73 year target abandoned, time for actual reform

With Indigenous Affairs Minister Ken Wyatt rightly abandoning a seventy three year justice target, National Cabinet’s meeting tomorrow must set down serious reforms to end Aboriginal deaths in custody.

First Nations communities can’t wait any longer, it’s time for leadership that addresses the 200 years of systemic police violence, deaths in custody and everyday racism that has reached a crisis point.

GetUp’s First Nations Campaign DIrector Larissa Baldwin said:

“Racism, police violence and Aboriginal deaths in custody shouldn’t be on a to-do list, it must be at the top of the national agenda when National Cabinet meets tomorrow.

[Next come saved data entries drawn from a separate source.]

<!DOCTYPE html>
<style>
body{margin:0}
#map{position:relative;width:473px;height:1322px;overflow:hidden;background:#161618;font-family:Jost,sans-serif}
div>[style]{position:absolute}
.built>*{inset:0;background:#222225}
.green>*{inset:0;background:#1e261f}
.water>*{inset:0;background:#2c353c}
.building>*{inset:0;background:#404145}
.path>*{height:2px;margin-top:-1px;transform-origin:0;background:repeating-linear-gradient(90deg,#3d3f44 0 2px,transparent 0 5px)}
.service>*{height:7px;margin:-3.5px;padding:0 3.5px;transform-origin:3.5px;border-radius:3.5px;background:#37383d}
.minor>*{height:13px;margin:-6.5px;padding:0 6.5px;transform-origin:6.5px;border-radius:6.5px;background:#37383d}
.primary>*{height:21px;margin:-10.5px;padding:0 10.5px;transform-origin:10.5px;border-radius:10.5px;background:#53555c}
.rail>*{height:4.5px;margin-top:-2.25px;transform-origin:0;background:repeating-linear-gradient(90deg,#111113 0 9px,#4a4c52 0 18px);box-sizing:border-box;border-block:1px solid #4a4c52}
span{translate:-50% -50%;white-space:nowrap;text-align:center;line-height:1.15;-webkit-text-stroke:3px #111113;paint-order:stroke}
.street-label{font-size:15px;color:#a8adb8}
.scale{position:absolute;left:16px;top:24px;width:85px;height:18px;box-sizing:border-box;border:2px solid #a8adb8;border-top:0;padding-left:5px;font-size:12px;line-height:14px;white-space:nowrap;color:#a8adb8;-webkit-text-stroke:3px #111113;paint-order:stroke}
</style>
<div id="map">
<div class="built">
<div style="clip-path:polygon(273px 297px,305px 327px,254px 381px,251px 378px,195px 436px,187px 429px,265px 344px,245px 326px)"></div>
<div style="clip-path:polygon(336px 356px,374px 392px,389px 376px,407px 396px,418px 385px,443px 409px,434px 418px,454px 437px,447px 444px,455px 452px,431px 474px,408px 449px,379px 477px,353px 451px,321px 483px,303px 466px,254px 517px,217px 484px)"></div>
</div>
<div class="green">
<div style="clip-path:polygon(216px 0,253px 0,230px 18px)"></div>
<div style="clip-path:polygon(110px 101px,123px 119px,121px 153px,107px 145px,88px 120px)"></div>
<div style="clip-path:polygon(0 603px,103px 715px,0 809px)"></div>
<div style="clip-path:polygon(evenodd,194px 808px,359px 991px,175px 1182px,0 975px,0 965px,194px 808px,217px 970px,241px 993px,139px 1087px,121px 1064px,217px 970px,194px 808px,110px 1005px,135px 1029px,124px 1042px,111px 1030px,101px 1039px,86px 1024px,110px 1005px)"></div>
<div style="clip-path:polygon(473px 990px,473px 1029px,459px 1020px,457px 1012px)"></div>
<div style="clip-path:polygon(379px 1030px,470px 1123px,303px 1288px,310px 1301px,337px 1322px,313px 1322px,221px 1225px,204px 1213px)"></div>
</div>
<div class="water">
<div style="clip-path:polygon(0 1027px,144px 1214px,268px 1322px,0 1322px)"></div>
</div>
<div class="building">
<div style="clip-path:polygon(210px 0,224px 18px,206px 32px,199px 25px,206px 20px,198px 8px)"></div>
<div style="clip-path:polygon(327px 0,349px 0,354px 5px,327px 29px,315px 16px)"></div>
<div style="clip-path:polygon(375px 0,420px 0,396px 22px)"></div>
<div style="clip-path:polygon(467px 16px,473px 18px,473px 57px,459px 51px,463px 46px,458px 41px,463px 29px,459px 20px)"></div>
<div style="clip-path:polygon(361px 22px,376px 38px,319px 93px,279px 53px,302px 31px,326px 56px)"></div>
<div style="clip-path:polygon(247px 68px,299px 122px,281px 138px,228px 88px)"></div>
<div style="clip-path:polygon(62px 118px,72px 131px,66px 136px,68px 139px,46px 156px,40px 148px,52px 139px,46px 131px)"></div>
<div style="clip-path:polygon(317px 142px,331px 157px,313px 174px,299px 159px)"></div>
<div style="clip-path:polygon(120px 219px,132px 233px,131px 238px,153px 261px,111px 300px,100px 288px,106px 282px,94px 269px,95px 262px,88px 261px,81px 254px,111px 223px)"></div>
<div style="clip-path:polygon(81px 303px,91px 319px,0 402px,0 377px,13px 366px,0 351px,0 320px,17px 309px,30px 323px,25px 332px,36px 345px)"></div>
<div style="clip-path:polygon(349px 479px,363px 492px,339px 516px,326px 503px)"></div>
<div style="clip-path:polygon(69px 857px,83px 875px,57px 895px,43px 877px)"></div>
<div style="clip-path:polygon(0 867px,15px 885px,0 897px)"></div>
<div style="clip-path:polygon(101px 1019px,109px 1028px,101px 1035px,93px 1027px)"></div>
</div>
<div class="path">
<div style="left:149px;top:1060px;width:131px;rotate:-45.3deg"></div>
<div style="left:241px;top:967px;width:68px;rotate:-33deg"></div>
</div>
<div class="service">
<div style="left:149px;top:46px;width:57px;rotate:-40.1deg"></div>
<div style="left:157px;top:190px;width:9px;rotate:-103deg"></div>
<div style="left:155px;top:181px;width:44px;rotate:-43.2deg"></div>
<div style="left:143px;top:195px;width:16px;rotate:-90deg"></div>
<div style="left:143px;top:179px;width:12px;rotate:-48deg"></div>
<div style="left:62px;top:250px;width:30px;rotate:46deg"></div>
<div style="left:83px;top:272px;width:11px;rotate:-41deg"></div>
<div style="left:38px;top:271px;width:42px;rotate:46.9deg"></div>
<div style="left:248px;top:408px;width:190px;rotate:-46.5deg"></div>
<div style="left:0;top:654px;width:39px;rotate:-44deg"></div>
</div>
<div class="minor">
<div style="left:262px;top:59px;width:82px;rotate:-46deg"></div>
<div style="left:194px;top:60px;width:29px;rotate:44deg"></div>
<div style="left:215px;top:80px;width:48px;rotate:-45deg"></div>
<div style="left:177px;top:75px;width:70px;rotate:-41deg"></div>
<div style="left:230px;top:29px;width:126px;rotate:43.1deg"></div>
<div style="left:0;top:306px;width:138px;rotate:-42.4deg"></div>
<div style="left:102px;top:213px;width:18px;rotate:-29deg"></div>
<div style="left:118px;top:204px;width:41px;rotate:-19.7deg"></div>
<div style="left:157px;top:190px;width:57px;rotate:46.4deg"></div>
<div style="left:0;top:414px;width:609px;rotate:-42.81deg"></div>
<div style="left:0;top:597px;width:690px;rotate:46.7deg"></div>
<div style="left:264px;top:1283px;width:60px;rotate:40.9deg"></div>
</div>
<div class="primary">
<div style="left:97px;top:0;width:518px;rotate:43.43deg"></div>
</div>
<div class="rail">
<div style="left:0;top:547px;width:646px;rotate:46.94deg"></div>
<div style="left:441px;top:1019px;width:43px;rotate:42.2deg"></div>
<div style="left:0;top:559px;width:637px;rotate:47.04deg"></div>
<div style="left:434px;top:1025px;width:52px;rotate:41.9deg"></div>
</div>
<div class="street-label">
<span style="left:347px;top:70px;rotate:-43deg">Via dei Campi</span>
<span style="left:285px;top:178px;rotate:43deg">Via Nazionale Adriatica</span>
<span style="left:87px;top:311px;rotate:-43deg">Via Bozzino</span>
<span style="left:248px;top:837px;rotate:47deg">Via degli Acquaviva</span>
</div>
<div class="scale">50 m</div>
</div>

“Waiting seventy three years for justice would have been a national disgrace.

”In the last month millions of people around the world have made perfectly clear that we need serious reforms to end Black deaths in custody now.

“We know what serious reforms look like and they could be made today: repeal punitive bail laws, end mandatory sentencing, stop imprisoning children, put an end to police investigating police and stop putting Aboriginal and Torres Strait Islander people in solitary confinement.

“None of this is new, Scott Morrison just needs to look to the endless recommendations from countless inquiries that have set down a clear path for reforms to wind back racist policing, stop deaths in custody and end incarceration.

“Anything less isn’t a plan, it’s political cowardice.

“Black lives matter, the lives of the 437 First Nations people who have died in custody matter and they need a government that is committed to reform now."